Interesting news out of Duke University, where new magnets are now being built in a laboratory, atom by atom. While production on a mass scale at a reasonable cost is still many years away, this could be the first step toward a magnet creation process that would be more immune to severe market disruption.
The rare earth materials used in permanent magnets have been subjected to price changes and supply issues for more than a decade. This is particularly problematic at a time when rare earth metals are more in demand than ever, for use in everything from hybrid cars to wind turbines to MRI machines.
The most abundant sources of rare earth elements are in Africa, Australia, and China, but these supplies have been threatened at various times by political and economic disputes that have affected both price and availability.
Alternative Sources for Permanent Magnets
That market uncertainty has inspired the search for new ways to assure adequate supply. One national laboratory designed a patented process to recover rare earth magnets from used hard drives. These magnets can then be recycled into new computers, or resized and shaped for use in other consumer goods.
But Duke’s creation of new magnetic materials using high-throughput computational models could one day generate new molecular structures with remarkable magnetic properties.
One of the breakthroughs of the Duke experiments was a computer model that significantly boosts a scientist’s ability to predict magnetism in new materials, and to create such materials where none previously existed.
The study focused on Heusler alloys, which are materials made with atoms from three or more elements that are arranged in one of three distinct structures. This produced more than 230,000 combinations, but through a computer model that assessed how the atoms would react, the field of possibilities was trimmed to about 35,000. Further research lowered that number to below 250, and then down to just 14 that were considered strong enough possibilities for actual synthesis.
While the prospects are exciting, keep in mind that it took years to arrive at the first set of screening predictions, and several more years to actually create the new materials in a lab from cobalt, magnesium, and titanium.
And magnetic properties are not enough – any newly created materials must be able to withstand challenging industrial conditions, such as extreme temperatures, to which they may be exposed.

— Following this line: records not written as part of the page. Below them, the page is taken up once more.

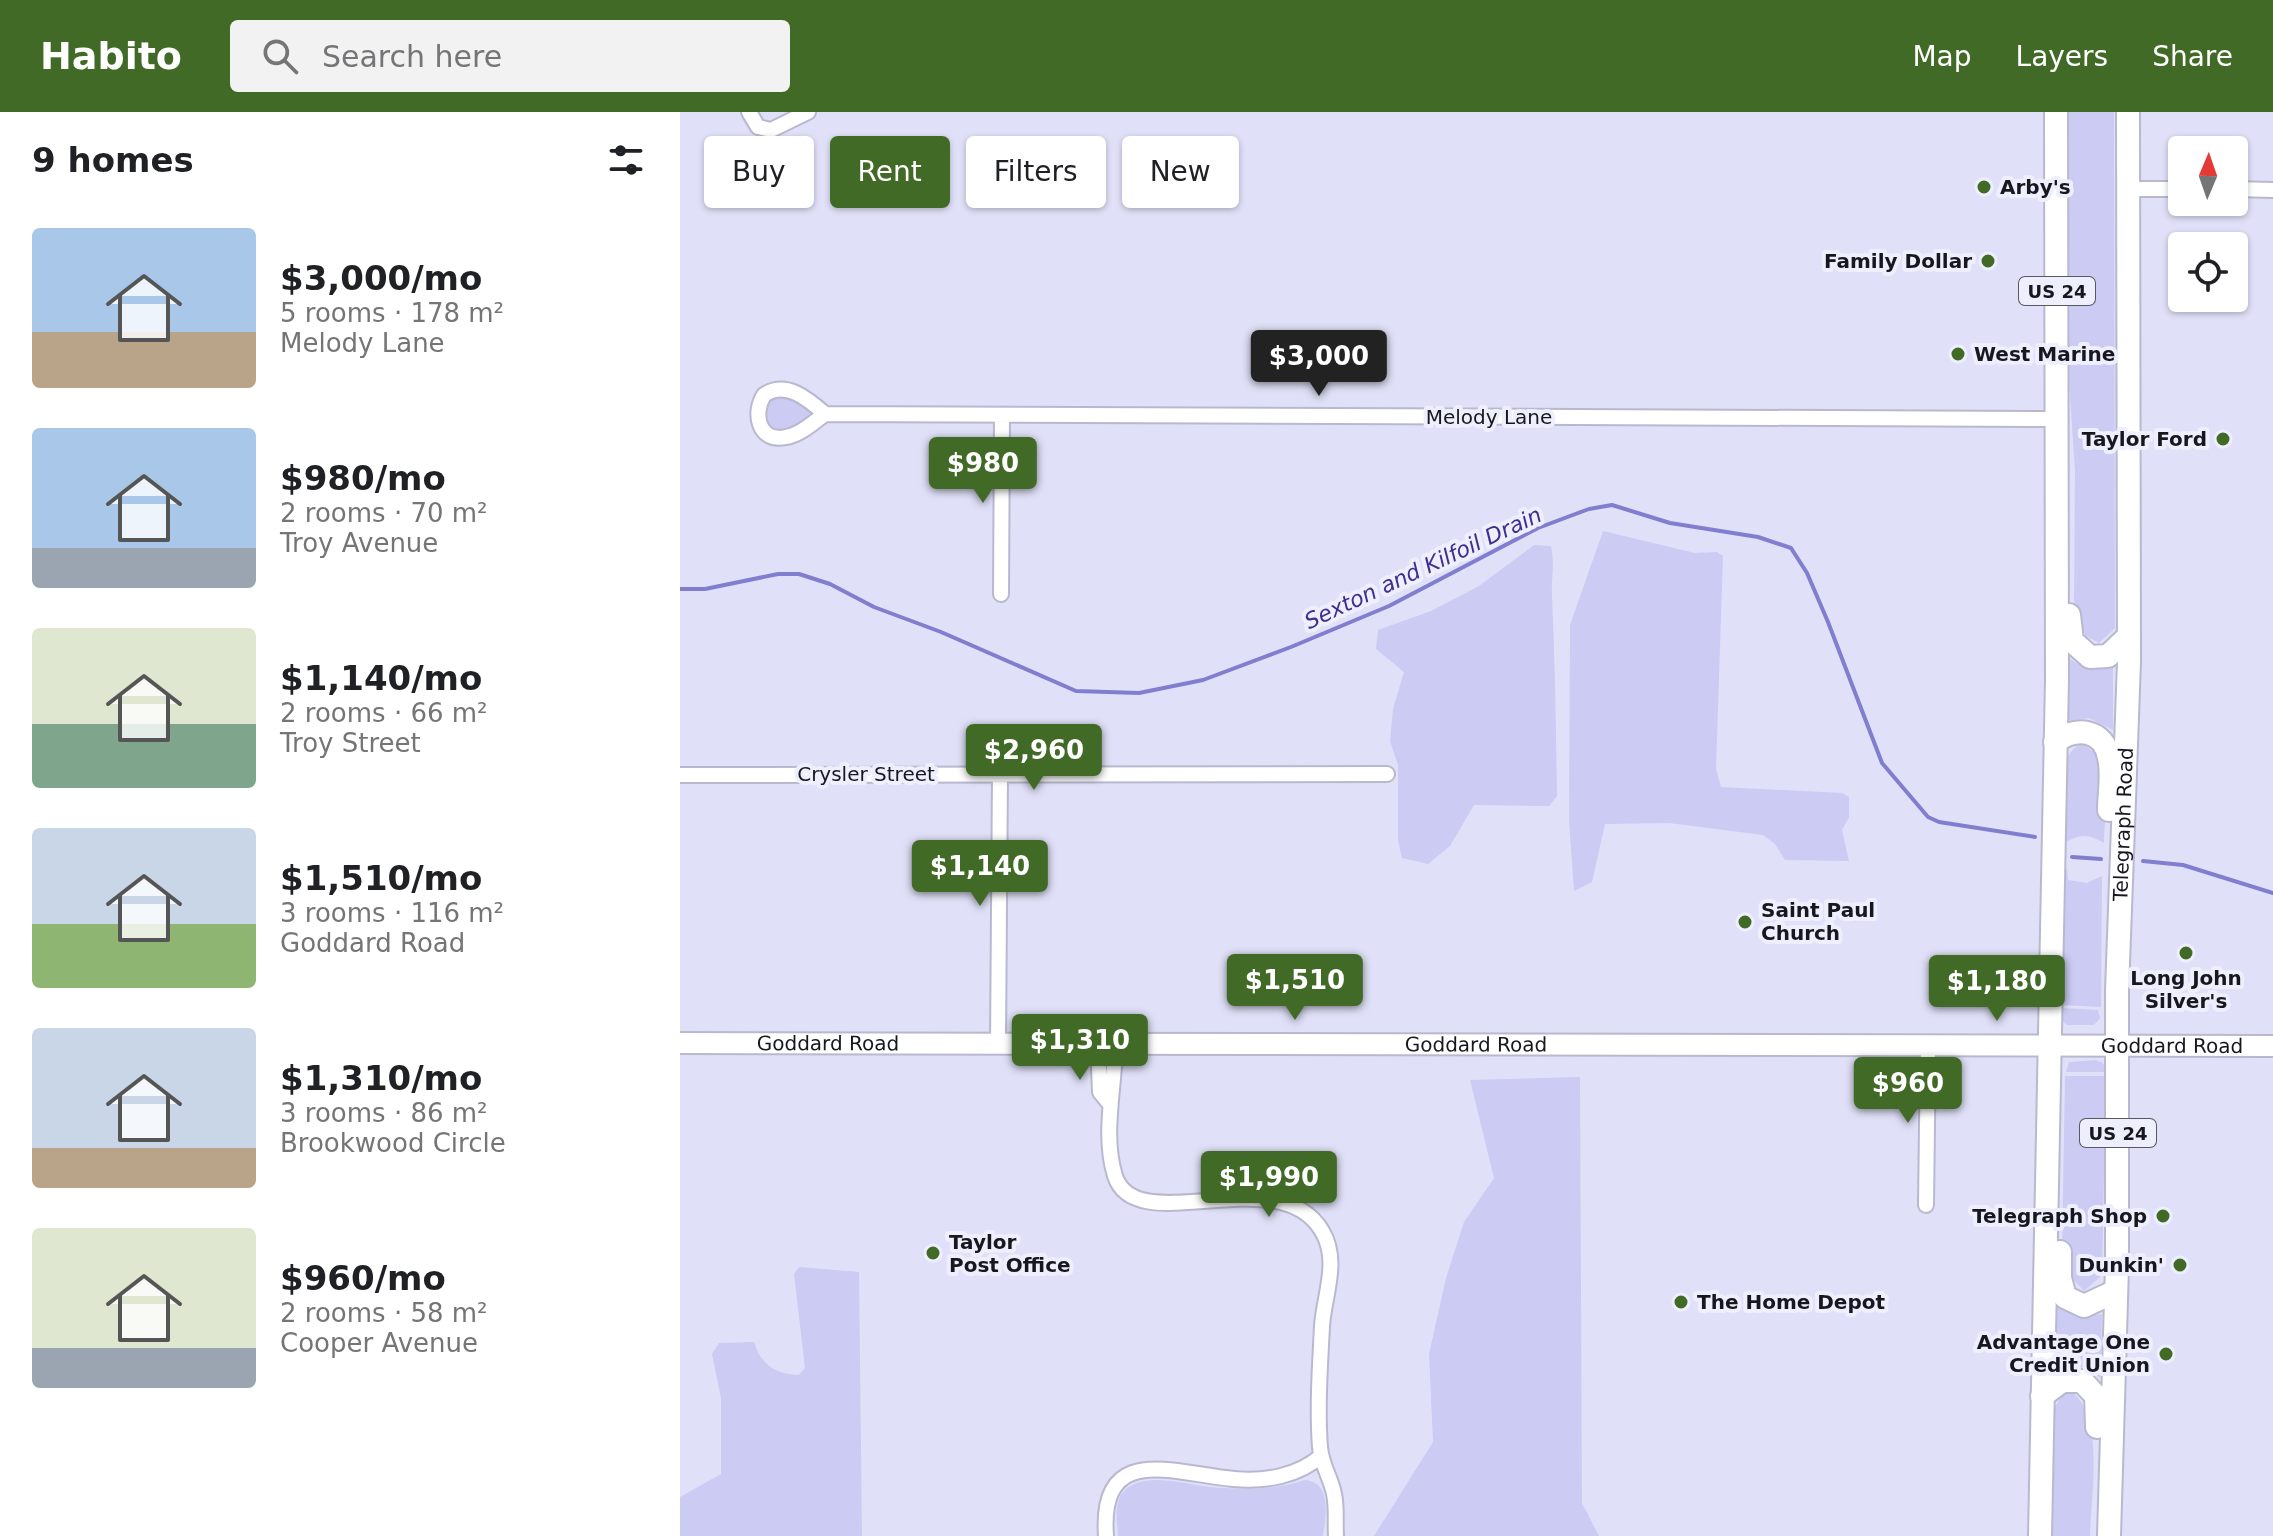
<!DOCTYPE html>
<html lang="en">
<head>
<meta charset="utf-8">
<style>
	:root { --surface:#fff; --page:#f2f2f2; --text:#202124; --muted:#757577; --accent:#416a26 }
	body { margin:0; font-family:"DejaVu Sans",sans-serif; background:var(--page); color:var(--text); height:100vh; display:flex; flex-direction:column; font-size:30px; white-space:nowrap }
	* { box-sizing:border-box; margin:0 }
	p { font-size:26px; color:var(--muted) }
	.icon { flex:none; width:44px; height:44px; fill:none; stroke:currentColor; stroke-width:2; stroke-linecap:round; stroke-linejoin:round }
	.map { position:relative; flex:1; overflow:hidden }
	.details { display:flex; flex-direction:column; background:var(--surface); width:680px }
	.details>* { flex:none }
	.banner { position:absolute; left:24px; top:24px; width:760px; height:72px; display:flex; gap:16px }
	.needle { width:52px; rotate:2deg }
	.controls { position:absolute; left:1488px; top:24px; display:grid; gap:16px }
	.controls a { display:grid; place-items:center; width:80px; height:80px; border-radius:8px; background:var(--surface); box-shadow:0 2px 6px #0004; font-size:40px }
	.price { position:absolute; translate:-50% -68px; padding:0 18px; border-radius:8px; background:var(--accent); color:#fff; font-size:26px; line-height:52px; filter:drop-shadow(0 2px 4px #0008) }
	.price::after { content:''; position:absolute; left:50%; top:48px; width:24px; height:18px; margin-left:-12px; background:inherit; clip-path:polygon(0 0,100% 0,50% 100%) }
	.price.current { background:#222; color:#fff }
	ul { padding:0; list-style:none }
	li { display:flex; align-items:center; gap:24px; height:200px; padding:0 32px }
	li span { display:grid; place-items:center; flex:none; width:224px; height:160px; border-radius:8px; color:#555 }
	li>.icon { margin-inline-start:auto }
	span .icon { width:96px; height:96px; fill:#fffc; stroke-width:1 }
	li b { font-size:34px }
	h2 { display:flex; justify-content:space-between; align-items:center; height:96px; padding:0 32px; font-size:34px }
	.chip { padding:0 28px; border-radius:8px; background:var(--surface); box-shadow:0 2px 6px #0004; font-size:28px; line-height:72px }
	.chip.current { background:var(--accent); color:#fff }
	header { display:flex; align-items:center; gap:48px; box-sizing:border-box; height:112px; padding:0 40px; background:var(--accent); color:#fff }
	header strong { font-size:38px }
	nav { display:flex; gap:44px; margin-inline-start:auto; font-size:28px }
	.search { width:560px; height:72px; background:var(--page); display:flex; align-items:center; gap:20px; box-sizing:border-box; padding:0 28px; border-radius:8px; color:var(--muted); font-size:30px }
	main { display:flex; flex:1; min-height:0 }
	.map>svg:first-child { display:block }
	.green { fill:#cbcbf4 }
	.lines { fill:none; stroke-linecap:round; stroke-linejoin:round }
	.stream { stroke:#827ecf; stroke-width:4 }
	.street-casing { stroke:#b8b9cf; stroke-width:18 }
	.secondary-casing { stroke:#b8b9cf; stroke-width:24 }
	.primary-casing { stroke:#b8b9cf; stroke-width:26 }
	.street { stroke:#fff; stroke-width:14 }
	.secondary { stroke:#fff; stroke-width:20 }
	.primary { stroke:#fff; stroke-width:22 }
	.poi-dot { fill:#416a26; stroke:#eeeffd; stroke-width:3 }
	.labels { text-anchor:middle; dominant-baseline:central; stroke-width:8; stroke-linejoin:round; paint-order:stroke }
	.shield { fill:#eeeffd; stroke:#585862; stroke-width:2 }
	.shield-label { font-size:18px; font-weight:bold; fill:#17171f }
	.poi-label { font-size:20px; font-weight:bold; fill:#17171f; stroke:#eeeffd; text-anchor:start }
	.street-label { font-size:20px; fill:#17171f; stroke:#eeeffd }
	.water-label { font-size:22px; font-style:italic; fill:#3f2e8f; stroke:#eeeffd }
</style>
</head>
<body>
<header>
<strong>Habito</strong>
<div class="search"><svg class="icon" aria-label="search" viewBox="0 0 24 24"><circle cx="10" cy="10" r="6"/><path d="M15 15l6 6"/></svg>Search here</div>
<nav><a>Map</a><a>Layers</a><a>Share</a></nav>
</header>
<main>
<section class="details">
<h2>9 homes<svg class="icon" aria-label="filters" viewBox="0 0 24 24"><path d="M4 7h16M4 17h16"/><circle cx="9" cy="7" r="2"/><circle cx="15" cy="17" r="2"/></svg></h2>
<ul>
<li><span style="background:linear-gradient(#a9c7e8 65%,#b9a48a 0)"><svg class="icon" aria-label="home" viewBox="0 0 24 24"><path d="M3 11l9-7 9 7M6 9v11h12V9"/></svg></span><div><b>$3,000/mo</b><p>5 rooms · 178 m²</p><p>Melody Lane</p></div></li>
<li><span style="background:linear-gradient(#a9c7e8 75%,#9aa5b1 0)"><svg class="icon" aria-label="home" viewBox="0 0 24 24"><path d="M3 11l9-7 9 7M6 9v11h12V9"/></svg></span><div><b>$980/mo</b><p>2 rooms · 70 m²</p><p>Troy Avenue</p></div></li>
<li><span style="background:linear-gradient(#dfe7d0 60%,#7fa58c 0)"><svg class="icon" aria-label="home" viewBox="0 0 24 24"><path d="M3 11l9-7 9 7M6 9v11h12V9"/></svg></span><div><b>$1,140/mo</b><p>2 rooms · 66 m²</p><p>Troy Street</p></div></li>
<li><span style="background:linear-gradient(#c9d6e8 60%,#8fb573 0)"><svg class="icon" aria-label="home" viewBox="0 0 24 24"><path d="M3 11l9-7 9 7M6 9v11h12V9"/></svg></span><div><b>$1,510/mo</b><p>3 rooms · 116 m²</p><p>Goddard Road</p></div></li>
<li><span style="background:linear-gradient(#c9d6e8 75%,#b9a48a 0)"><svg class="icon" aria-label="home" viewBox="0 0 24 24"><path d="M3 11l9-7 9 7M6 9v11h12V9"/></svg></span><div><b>$1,310/mo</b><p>3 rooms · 86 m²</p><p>Brookwood Circle</p></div></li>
<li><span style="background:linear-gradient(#dfe7d0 75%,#9aa5b1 0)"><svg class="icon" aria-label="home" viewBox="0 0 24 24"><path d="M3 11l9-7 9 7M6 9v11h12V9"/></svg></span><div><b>$960/mo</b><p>2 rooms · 58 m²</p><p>Cooper Avenue</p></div></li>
</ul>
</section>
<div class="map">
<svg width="1593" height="1424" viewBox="0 0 1593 1424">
	<rect width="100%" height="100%" fill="#e0e1f8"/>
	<path class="green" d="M1388,0H1434L1435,516L1419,531L1406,524L1394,497L1395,359L1388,253Z
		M96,284L112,285L136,301L134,304L106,319L90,316L83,296Z
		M923,419L1015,441L1037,440L1043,444L1036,657L1041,675L1162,681L1169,685V705L1162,718L1169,749L1105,748L1095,732L1083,723L989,711L925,712L912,770L894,779L889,708L890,513Z
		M854,433L871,434C875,452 871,466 872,484C875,551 876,617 877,684L869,694L794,693L770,734L748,752L722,746L718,728V653L710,629L713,597L724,560L696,537L698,518L751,499L799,474Z
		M1387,545C1403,557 1414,557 1433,554V618L1409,606L1386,609Z
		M1401,632C1436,645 1424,702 1424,731C1411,724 1404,720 1386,730L1383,726C1384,699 1374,643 1401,632Z
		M1387,756L1388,768L1407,771L1422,764L1421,895L1380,893L1383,769Z
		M1380,896L1418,898L1420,906L1414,913H1387L1381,908Z
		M1416,948L1423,951L1426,960H1386L1389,950Z
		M1385,964H1426L1422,1163L1404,1179L1388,1162L1382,1141Z
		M900,965L902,1391L919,1424H694L753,1330L749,1242L766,1166L784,1110L814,1066L790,968Z
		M119,1155L179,1160L182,1424H0V1385L41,1362V1286L32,1242L39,1231L74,1230C81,1253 96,1262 119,1263L125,1256L114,1162Z
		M1375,1192L1397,1205L1422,1202L1420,1266C1406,1253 1392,1252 1373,1257Z
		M1391,1279C1425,1305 1411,1383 1410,1424H1371L1373,1298L1382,1283Z
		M625,1368C652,1370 646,1405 643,1424H438C437,1409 433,1388 446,1377C467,1359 508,1373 532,1375C563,1378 595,1378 625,1368Z"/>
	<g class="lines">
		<path class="stream" d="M0,477H25L98,462H119L150,472L194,495L261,520L396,579L459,581L523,568L611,535L709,494L858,416L909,397L932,393L990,411L1078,425L1111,436L1127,461L1148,510L1202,651L1248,705L1259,710L1355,725
			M1392,745L1421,747
			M1463,749L1503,753L1593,781"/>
		<g class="street-casing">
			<path id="street" d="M69,0L78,15L91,18L128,0
				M1448,77H1502
				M1554,77L1593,78
				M145,302C134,310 120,323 106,325C79,331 72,302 84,283C106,268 128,287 145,302L1377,307
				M321,482L322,304
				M0,663L707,662
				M318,932L320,661
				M418,932L420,980L429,991
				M435,932C435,975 422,1022 435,1064C456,1129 599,1046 642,1119C660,1149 644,1183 642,1214C640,1254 637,1296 640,1335C641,1352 651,1366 654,1382C657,1395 655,1410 656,1424
				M1246,1093L1248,933
				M426,1424C419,1329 495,1362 554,1367C585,1370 618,1364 641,1344"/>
		</g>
		<g class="secondary-casing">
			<g id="secondary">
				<path id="s1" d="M0,931L1593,934"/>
			</g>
		</g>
		<g class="primary-casing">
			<g id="primary">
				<path d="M1389,503L1392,529L1410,545L1428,544L1449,524"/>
				<path d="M1375,630C1396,614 1424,617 1429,646C1433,662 1429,682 1429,698"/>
				<path d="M1380,1140V1166L1385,1185L1404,1194L1436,1179"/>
				<path d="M1362,1284L1382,1269H1402L1416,1284L1417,1315"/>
				<path d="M1360,1424L1377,567L1376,0"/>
				<path id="s2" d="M1429,1424L1437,1155V879L1449,550L1448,0"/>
			</g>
		</g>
		<use href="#street" class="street"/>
		<use href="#secondary" class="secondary"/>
		<use href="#primary" class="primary"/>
	</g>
	<g class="poi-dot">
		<circle cx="1304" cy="75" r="8"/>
		<circle cx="1308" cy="149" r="8"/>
		<circle cx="1278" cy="242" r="8"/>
		<circle cx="1543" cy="327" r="8"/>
		<circle cx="1065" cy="810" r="8"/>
		<circle cx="1506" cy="841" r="8"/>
		<circle cx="1483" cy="1104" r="8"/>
		<circle cx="253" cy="1141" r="8"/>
		<circle cx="1500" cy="1153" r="8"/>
		<circle cx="1001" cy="1190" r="8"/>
		<circle cx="1486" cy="1242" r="8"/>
	</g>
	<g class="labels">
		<g class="shield">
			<rect x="1339" y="165" width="76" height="28" rx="6"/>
			<rect x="1400" y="1007" width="76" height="28" rx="6"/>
		</g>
		<g class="shield-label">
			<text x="1377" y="179">US 24</text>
			<text x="1438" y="1021">US 24</text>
		</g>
		<g class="poi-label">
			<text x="1320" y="75">Arby's</text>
			<text x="1292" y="149" text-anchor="end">Family Dollar</text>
			<text x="1294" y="242">West Marine</text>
			<text x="1527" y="327" text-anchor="end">Taylor Ford</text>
			<text x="1081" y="798">Saint Paul<tspan x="1081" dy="23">Church</tspan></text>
			<text x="1506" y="866" text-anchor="middle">Long John<tspan x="1506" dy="23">Silver's</tspan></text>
			<text x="1467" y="1104" text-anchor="end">Telegraph Shop</text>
			<text x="269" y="1130">Taylor<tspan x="269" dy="23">Post Office</tspan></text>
			<text x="1484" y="1153" text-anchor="end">Dunkin'</text>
			<text x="1017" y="1190">The Home Depot</text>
			<text x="1470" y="1230" text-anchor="end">Advantage One<tspan x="1470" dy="23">Credit Union</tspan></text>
		</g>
		<g class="street-label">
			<text x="809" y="305">Melody Lane</text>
			<text x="186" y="662">Crysler Street</text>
			<text stroke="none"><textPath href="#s2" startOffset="712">Telegraph Road</textPath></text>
			<text stroke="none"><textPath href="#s1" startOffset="148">Goddard Road</textPath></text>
			<text stroke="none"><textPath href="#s1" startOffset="796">Goddard Road</textPath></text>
			<text stroke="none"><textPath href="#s1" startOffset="1492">Goddard Road</textPath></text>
		</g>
		<g class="water-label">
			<text transform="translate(743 456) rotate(-25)">Sexton and Kilfoil Drain</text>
		</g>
	</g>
</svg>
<div class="controls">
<a><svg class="needle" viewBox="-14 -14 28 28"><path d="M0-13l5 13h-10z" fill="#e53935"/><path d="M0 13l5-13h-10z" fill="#757577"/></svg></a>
<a><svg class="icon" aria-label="locate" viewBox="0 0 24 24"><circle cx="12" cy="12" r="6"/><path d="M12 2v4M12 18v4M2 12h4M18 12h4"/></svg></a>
</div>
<b class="price current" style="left:639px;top:286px">$3,000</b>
<b class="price" style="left:303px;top:393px">$980</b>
<b class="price" style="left:354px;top:680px">$2,960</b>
<b class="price" style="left:300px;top:796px">$1,140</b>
<b class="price" style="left:615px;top:910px">$1,510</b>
<b class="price" style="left:1317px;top:911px">$1,180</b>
<b class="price" style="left:400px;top:970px">$1,310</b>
<b class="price" style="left:1228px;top:1013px">$960</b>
<b class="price" style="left:589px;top:1107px">$1,990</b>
<div class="banner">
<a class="chip">Buy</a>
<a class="chip current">Rent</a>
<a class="chip">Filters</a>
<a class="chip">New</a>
</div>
</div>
</main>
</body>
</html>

Although probably not of commercial interest, one of the new magnets made from manganese, platinum and palladium (Mn2PtPd) is actually an antiferromagnet, which has no internal magnetic moment of its own, though it still makes electrons responsive to external magnetic fields. That means it could be adaptable for use in small electronic devices, although it’s probably not suitable for large, common magnet applications.
First steps are just that – they take new ideas and test them online and in the real world, to learn what works and what doesn’t, and then refine the process until it becomes something with marketable potential. At Duke University, they have just taken a very intriguing first step.